### Dataset entries
--------------------------------

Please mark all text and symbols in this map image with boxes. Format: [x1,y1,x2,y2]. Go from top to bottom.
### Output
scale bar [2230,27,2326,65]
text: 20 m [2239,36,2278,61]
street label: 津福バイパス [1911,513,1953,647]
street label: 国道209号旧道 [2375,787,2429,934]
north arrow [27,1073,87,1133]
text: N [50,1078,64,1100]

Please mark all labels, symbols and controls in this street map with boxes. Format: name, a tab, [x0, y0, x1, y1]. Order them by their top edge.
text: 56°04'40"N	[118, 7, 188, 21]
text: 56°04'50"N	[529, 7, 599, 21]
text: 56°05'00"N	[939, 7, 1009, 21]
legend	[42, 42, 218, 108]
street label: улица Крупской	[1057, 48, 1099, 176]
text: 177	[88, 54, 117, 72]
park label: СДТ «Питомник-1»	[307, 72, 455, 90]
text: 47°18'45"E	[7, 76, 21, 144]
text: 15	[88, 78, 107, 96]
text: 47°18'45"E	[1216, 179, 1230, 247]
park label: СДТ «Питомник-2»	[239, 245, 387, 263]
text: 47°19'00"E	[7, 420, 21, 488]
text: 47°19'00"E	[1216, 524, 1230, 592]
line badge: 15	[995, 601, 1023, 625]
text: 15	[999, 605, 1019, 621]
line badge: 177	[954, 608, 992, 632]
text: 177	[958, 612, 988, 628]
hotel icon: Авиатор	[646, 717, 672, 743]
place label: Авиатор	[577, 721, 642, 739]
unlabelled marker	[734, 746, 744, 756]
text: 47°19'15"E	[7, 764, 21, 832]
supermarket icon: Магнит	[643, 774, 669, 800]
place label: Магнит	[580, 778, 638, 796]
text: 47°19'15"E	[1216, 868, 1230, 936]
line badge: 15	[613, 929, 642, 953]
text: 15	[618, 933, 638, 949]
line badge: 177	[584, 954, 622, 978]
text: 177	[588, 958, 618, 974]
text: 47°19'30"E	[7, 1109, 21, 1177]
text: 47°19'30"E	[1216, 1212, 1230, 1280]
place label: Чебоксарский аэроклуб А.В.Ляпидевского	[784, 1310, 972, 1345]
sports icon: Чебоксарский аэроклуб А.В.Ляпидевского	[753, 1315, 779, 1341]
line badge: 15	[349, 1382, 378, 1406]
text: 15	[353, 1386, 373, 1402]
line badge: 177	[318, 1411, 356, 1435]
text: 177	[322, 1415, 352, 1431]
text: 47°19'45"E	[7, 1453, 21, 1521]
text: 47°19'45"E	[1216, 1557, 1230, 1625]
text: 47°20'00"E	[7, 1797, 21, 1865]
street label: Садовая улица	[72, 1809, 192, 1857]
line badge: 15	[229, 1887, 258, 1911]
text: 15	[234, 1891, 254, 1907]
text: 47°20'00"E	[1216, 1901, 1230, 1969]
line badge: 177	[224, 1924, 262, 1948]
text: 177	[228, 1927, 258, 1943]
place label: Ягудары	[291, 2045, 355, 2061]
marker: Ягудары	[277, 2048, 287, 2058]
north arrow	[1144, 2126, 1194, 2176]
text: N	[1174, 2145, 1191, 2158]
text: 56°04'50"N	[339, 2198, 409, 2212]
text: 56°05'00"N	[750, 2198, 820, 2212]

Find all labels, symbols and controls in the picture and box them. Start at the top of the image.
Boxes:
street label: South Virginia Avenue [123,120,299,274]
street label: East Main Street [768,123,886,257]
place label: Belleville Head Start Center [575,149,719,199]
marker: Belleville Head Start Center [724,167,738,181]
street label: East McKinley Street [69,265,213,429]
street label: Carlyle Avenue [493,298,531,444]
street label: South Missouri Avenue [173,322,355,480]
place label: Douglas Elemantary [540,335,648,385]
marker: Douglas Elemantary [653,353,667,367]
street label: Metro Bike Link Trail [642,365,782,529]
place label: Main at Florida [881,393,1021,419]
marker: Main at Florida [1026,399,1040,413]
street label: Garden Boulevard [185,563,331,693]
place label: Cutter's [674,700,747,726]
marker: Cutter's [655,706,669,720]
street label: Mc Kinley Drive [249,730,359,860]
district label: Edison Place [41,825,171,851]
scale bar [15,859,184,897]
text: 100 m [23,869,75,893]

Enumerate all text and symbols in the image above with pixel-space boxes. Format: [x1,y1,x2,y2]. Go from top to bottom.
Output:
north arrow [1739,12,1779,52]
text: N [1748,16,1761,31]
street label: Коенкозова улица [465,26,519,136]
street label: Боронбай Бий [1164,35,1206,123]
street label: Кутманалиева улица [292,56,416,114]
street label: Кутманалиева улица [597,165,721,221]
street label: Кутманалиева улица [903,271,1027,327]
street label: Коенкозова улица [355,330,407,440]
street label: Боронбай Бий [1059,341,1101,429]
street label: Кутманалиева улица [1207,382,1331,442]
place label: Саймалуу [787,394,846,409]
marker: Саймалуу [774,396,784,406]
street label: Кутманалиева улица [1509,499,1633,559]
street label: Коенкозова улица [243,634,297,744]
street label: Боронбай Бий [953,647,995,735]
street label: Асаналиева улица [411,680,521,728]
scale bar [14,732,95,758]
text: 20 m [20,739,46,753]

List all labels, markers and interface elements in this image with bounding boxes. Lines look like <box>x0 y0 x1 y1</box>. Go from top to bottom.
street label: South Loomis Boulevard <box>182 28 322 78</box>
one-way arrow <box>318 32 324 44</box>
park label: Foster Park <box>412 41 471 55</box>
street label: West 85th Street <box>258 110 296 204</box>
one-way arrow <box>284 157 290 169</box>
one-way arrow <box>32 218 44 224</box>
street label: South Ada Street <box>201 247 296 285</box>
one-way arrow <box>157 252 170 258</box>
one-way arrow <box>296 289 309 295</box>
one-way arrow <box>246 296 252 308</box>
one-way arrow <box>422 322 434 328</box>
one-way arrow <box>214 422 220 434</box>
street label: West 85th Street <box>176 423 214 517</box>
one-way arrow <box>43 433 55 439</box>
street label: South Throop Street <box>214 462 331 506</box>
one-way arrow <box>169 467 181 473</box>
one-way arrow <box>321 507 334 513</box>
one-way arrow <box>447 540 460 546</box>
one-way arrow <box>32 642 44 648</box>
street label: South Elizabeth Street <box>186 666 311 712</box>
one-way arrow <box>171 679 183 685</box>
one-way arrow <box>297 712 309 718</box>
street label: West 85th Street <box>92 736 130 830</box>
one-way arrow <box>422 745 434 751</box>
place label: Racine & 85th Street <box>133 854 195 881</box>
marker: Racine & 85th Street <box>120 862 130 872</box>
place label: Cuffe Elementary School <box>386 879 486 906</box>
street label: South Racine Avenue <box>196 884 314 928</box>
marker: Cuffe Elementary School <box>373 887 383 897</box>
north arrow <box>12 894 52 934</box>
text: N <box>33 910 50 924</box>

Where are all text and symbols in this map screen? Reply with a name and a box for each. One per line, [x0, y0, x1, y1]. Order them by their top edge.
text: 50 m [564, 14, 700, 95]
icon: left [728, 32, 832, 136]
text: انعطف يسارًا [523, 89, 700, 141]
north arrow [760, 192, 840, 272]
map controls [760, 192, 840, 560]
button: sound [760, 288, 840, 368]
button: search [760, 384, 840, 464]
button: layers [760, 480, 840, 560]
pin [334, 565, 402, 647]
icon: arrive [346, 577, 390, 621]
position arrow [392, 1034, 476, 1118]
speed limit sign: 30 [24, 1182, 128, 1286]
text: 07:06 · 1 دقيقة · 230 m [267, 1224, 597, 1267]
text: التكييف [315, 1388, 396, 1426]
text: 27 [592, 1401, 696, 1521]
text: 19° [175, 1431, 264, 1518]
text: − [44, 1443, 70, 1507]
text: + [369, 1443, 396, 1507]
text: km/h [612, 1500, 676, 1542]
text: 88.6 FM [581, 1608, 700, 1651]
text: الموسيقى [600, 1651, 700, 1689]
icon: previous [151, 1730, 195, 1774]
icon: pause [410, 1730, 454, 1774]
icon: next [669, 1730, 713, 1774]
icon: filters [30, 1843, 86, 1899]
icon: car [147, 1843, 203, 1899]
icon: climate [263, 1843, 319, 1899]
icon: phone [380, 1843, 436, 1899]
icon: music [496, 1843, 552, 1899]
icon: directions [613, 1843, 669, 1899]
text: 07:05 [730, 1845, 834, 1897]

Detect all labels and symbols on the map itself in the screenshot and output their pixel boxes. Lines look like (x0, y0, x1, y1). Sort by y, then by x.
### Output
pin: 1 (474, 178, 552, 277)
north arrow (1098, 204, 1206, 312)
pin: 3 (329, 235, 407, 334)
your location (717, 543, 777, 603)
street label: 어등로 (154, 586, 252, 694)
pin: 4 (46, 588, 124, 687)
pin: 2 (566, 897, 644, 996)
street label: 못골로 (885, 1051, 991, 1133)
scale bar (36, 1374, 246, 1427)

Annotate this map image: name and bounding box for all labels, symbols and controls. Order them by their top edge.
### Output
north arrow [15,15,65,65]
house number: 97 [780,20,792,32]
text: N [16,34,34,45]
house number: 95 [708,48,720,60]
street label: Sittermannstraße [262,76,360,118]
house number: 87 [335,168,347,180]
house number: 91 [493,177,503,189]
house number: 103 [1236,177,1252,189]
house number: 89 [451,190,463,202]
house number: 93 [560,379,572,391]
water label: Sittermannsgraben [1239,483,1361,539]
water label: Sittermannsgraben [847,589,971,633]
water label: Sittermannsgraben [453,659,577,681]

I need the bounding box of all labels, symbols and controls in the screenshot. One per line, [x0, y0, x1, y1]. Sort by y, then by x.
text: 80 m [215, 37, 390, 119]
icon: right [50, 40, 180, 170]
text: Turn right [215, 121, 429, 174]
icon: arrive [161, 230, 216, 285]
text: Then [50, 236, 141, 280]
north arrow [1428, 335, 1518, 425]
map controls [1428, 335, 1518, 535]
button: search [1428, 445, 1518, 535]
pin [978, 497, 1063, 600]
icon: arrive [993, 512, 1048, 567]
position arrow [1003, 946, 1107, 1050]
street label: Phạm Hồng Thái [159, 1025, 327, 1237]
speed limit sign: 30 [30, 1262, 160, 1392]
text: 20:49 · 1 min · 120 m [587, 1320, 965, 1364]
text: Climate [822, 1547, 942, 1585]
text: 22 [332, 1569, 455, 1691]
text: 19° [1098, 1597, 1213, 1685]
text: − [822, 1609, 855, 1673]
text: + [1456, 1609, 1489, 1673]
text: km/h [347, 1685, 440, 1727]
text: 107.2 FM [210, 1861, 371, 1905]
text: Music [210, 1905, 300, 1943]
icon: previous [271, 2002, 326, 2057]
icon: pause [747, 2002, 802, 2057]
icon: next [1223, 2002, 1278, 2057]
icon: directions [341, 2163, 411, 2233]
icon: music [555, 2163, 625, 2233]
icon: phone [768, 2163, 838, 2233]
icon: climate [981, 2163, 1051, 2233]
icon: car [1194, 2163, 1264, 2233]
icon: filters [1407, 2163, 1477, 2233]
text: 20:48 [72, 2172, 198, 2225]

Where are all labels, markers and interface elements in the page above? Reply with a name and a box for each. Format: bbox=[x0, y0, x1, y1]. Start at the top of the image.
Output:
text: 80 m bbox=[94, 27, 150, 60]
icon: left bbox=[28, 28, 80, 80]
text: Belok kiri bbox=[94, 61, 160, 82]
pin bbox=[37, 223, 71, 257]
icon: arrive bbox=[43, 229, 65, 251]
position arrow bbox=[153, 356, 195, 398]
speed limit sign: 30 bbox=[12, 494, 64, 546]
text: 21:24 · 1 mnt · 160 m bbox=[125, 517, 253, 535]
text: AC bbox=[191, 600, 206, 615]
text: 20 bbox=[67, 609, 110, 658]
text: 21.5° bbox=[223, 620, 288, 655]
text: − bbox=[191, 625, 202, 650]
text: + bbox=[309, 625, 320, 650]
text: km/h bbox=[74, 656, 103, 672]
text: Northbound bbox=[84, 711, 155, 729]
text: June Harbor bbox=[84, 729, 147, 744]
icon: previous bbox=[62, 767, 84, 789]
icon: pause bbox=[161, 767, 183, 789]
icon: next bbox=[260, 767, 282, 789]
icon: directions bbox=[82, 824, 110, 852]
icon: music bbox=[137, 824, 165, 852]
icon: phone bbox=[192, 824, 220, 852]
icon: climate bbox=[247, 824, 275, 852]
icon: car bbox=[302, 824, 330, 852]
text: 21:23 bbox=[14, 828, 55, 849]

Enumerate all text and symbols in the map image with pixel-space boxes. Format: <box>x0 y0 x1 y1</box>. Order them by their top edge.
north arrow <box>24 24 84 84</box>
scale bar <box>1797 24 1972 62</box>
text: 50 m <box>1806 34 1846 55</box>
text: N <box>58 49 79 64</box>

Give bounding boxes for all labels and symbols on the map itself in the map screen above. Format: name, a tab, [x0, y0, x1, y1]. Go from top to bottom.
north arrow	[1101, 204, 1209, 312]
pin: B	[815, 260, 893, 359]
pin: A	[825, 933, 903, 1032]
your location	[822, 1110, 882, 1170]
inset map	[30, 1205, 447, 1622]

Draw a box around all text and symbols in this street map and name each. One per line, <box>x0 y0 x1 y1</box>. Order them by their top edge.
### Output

--------------------------------

### AIM OF THE TASK
Every line from the one that holds "Enumerate all text and symbols in the map" to the end of the data above should be given again exactly, with that line and the last one both kept.

### SOLUTION TO THIS TASK
Enumerate all text and symbols in the map image with pixel-space boxes. Format: <box>x0 y0 x1 y1</box>. Order them by their top edge.
north arrow <box>24 24 84 84</box>
scale bar <box>1797 24 1972 62</box>
text: 50 m <box>1806 34 1846 55</box>
text: N <box>58 49 79 64</box>

Give bounding boxes for all labels and symbols on the map itself in the map screen above. Format: name, a tab, [x0, y0, x1, y1]. Go from top to bottom.
north arrow	[1101, 204, 1209, 312]
pin: B	[815, 260, 893, 359]
pin: A	[825, 933, 903, 1032]
your location	[822, 1110, 882, 1170]
inset map	[30, 1205, 447, 1622]

Draw a box around all text and symbols in this street map and name each. One per line, <box>x0 y0 x1 y1</box>. Order them by their top edge.
### Output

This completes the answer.